I'm a first time hedgie owner and about a week ago I got my new baby hedgehog, Oakley 
She is 7 weeks old and I love her to death <3
I have been trying to get her to get used to me. I have been taking it slowly so that she doesn't get frightened.
Yesterday I tried picking her up (with gloves). 
She absolutely hates it and goes into a ball.
Once I've actually picked her up she stays in the ball for about a second and then she comes out of the ball and is totally fine.
How can I "train" her to not go into a ball at first?
I really want to be able to pick her up with my bare hands!
Thank you


----------



## sklock65 (Jan 9, 2013)

She is adorable!

My advice is to just try to do it without gloves...she's so little there is a good chance she will get used to it. It is important for her to become familiar with your scent. That being said make sure you don't have any lotion/perfume on your hands/arms that she might think is food (my hedgie bit my boyfriend once when he had lotion on his arm). Once she recognizes your smell it will make it much easier to pick her up. I've had my hedgie since January and he still isn't a huge fan of being woken up in the evenings, however many times at this point he won't really ball up or huff anymore. I know it can hurt to touch them at first but it's important she become comfortable. Also, if you haven't already it's a good idea to put a worn Tshirt (or something like that with your definite scent on it) in her cage...preferably in her sleeping area. That will really help her to become familiar with your scent and will speed up the process of her recognizing you and staying calmer. Hedgehogs have a very keen sense of smell (and awful eyesight) so this is important.
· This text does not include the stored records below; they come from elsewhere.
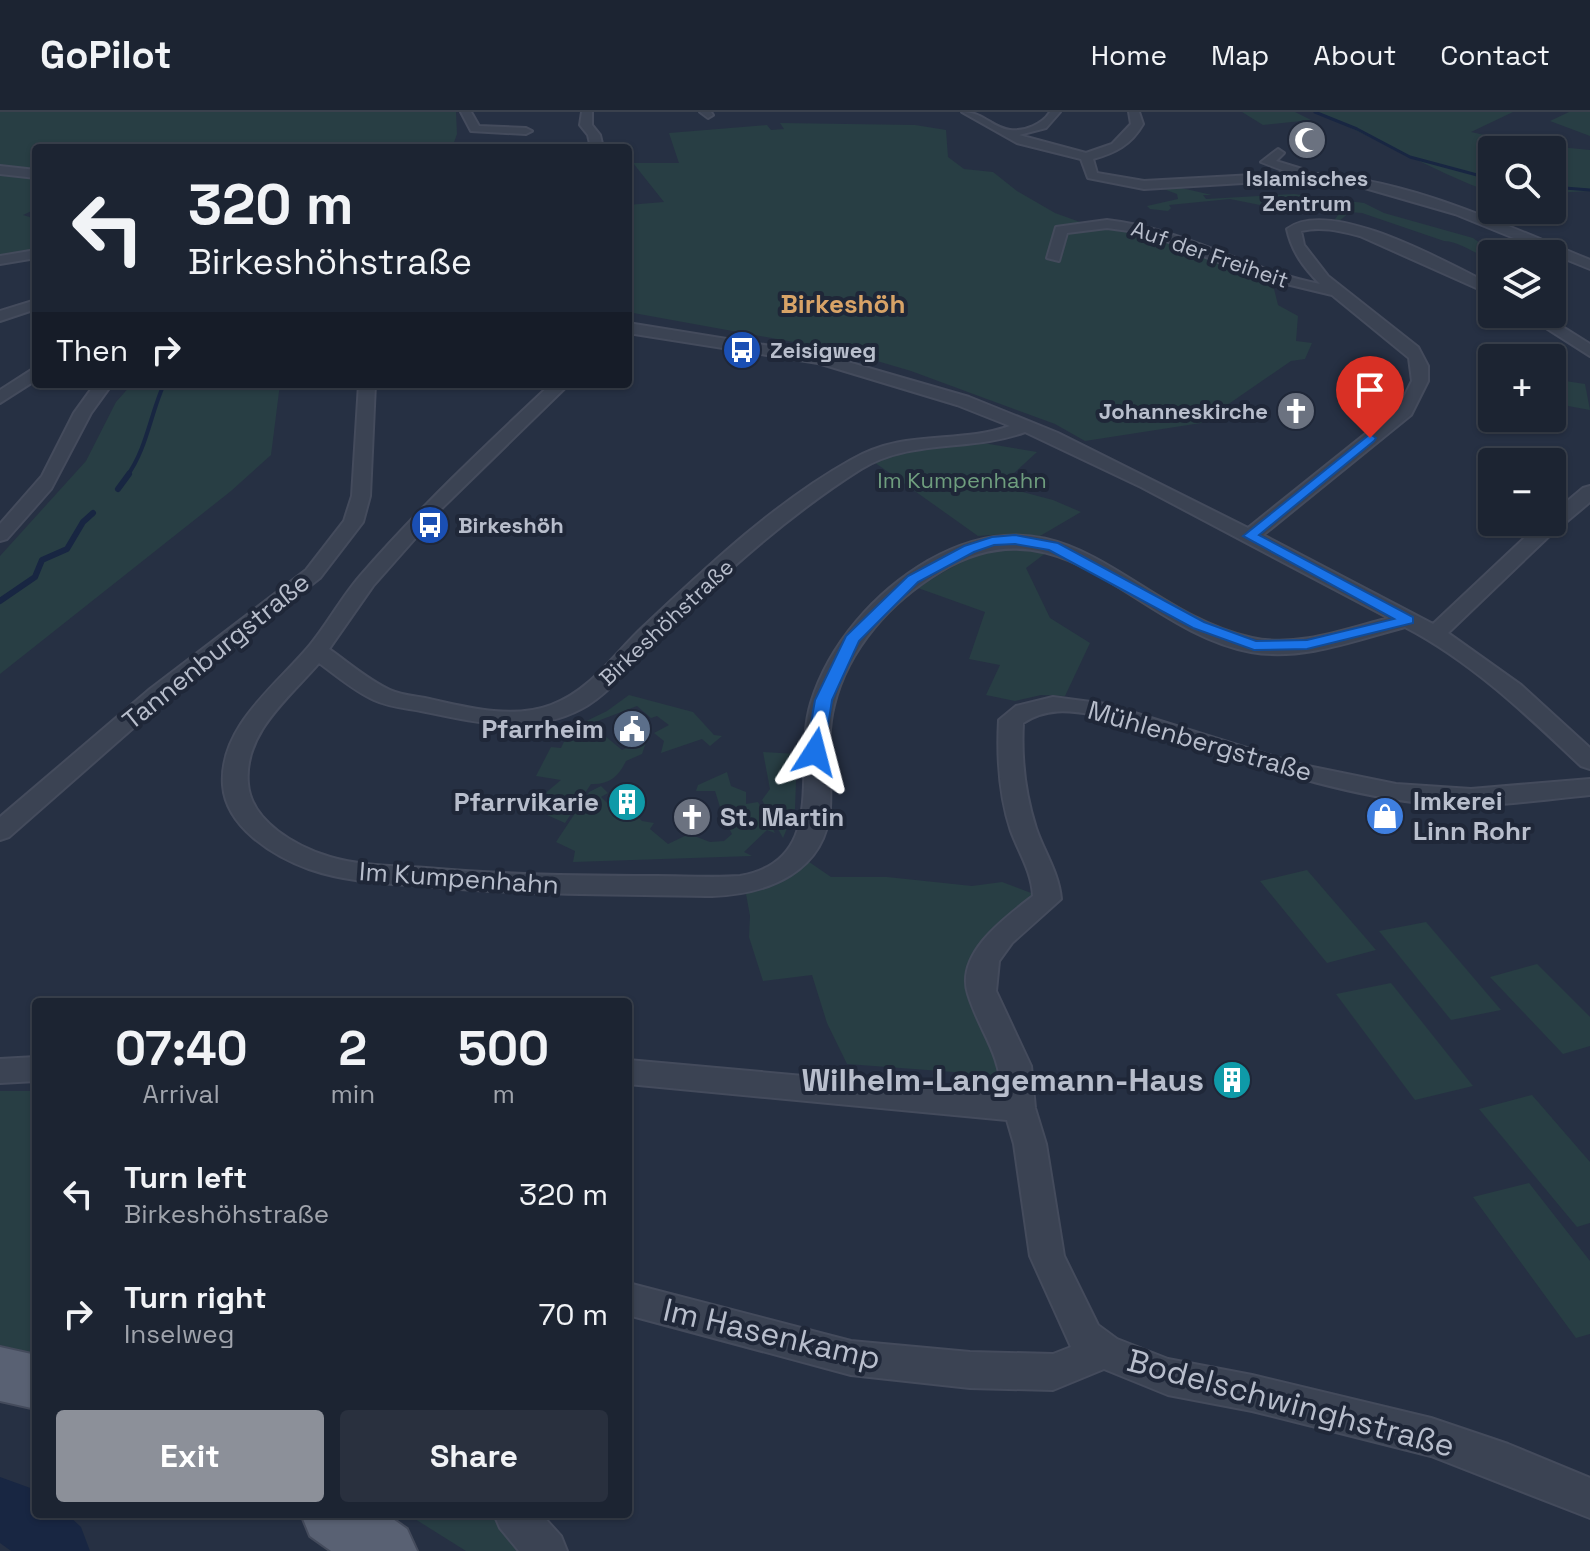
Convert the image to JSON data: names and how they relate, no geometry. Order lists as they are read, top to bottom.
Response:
{
  "streets": {
    "street": [
      "Auf der Freiheit",
      "Birkeshöhstraße",
      "Tannenburgstraße",
      "Mühlenbergstraße",
      "Im Kumpenhahn",
      "Im Hasenkamp",
      "Bodelschwinghstraße"
    ]
  },
  "crossings": [
    ["Birkeshöhstraße", "Im Kumpenhahn"],
    ["Mühlenbergstraße", "Bodelschwinghstraße"],
    ["Im Hasenkamp", "Bodelschwinghstraße"]
  ],
  "districts": ["Birkeshöh"],
  "parks": ["Im Kumpenhahn"],
  "places": {
    "mosque": ["Islamisches Zentrum"],
    "bus stop": ["Zeisigweg", "Birkeshöh"],
    "church": ["Johanneskirche", "St. Martin"],
    "public building": ["Pfarrheim"],
    "building": ["Pfarrvikarie", "Wilhelm-Langemann-Haus"],
    "shop": ["Imkerei Linn Rohr"]
  },
  "page": {
    "header": "GoPilot",
    "nav": [
      "Home",
      "Map",
      "About",
      "Contact"
    ],
    "map_buttons": ["+", "−"],
    "turn": ["320 m", "Birkeshöhstraße"],
    "then": "Then",
    "eta": [
      "07:40",
      "Arrival",
      "2",
      "min",
      "500",
      "m"
    ],
    "list": [
      {
        "name": "Turn left",
        "note": "Birkeshöhstraße",
        "value": "320 m"
      },
      {
        "name": "Turn right",
        "note": "Inselweg",
        "value": "70 m"
      }
    ],
    "buttons": ["Exit", "Share"]
  }
}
Another suggestion is to talk softly whenever you are about to wake her or pick her up...I have found that really helps my Henry stay calm so he is not so startled by just me scooping him up. Your hedgie just went through a huge change of scenery switching homes so she just needs some time to adjust!

It takes time (could be weeks or months) so just keep at it...it will get better!


----------